EXERCISE » The word "note" marks the lines you need; copy each of them from the data.

Items listed in a dataset:
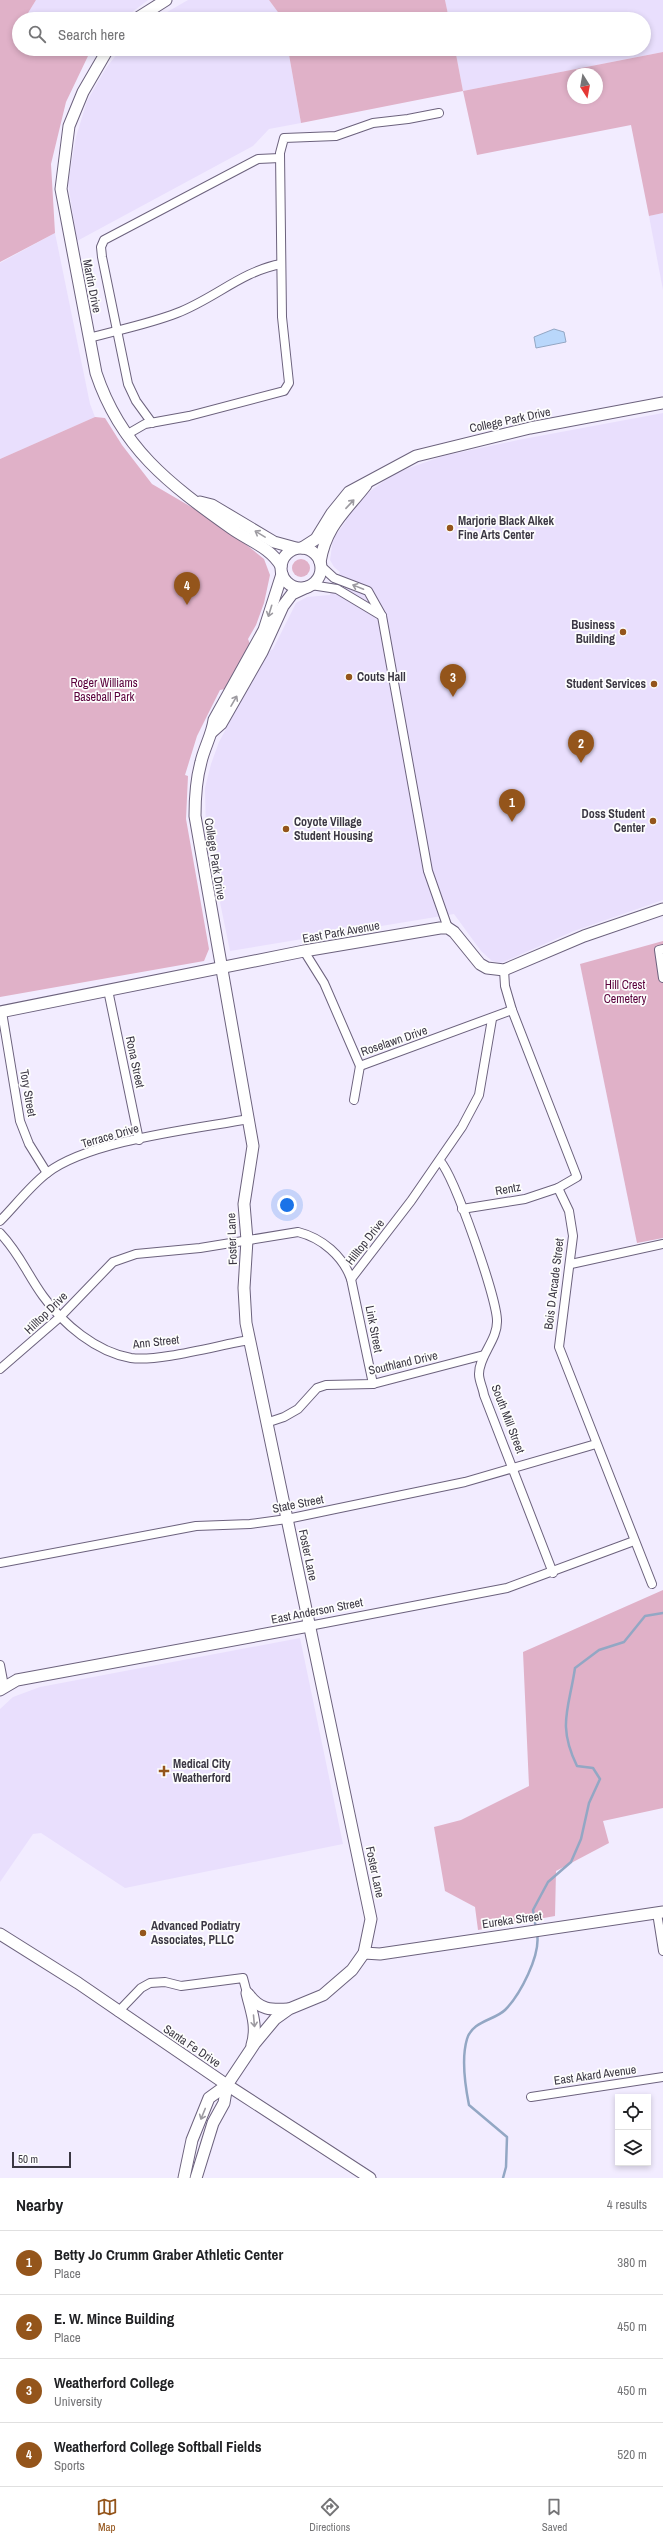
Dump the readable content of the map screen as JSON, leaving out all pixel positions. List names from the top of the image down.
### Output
{
  "streets": {
    "street": [
      "Martin Drive",
      "College Park Drive",
      "East Park Avenue",
      "Roselawn Drive",
      "Rona Street",
      "Tory Street",
      "Terrace Drive",
      "Rentz",
      "Foster Lane",
      "Hilltop Drive",
      "Bois D Arcade Street",
      "Link Street",
      "Ann Street",
      "Southland Drive",
      "South Mill Street",
      "State Street",
      "East Anderson Street",
      "Eureka Street",
      "Santa Fe Drive",
      "East Akard Avenue"
    ]
  },
  "crossings": [
    ["Martin Drive", "College Park Drive"],
    ["College Park Drive", "East Park Avenue"],
    ["College Park Drive", "Foster Lane"],
    ["East Park Avenue", "Roselawn Drive"],
    ["East Park Avenue", "Rona Street"],
    ["East Park Avenue", "Tory Street"],
    ["East Park Avenue", "Foster Lane"],
    ["Roselawn Drive", "Hilltop Drive"],
    ["Rona Street", "Terrace Drive"],
    ["Tory Street", "Terrace Drive"],
    ["Terrace Drive", "Foster Lane"],
    ["Rentz", "Bois D Arcade Street"],
    ["Rentz", "South Mill Street"],
    ["Foster Lane", "Hilltop Drive"],
    ["Foster Lane", "Ann Street"],
    ["Foster Lane", "Southland Drive"],
    ["Foster Lane", "State Street"],
    ["Foster Lane", "East Anderson Street"],
    ["Foster Lane", "Eureka Street"],
    ["Foster Lane", "Santa Fe Drive"],
    ["Hilltop Drive", "Link Street"],
    ["Hilltop Drive", "Ann Street"],
    ["Hilltop Drive", "South Mill Street"],
    ["Bois D Arcade Street", "State Street"],
    ["Bois D Arcade Street", "East Anderson Street"],
    ["Link Street", "Southland Drive"],
    ["Southland Drive", "South Mill Street"],
    ["South Mill Street", "State Street"],
    ["South Mill Street", "East Anderson Street"]
  ],
  "parks": ["Roger Williams Baseball Park", "Hill Crest Cemetery"],
  "places": {
    "other": [
      "Marjorie Black Alkek Fine Arts Center",
      "Business Building",
      "Couts Hall",
      "Student Services",
      "Doss Student Center",
      "Coyote Village Student Housing",
      "Advanced Podiatry Associates, PLLC"
    ],
    "health": ["Medical City Weatherford"]
  },
  "scale_bar": "50 m",
  "north": "bottom",
  "page": {
    "search": "Search here",
    "pins": [
      "4",
      "3",
      "2",
      "1"
    ],
    "scale": "50 m",
    "heading": ["Nearby", "4 results"],
    "list": [
      {
        "mark": "1",
        "name": "Betty Jo Crumm Graber Athletic Center",
        "note": "Place",
        "value": "380 m"
      },
      {
        "mark": "2",
        "name": "E. W. Mince Building",
        "note": "Place",
        "value": "450 m"
      },
      {
        "mark": "3",
        "name": "Weatherford College",
        "note": "University",
        "value": "450 m"
      },
      {
        "mark": "4",
        "name": "Weatherford College Softball Fields",
        "note": "Sports",
        "value": "520 m"
      }
    ],
    "nav": ["Map", "Directions", "Saved"]
  }
}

SOLUTION FOR THIS TASK »
        "note": "Place",
        "note": "Place",
        "note": "University",
        "note": "Sports",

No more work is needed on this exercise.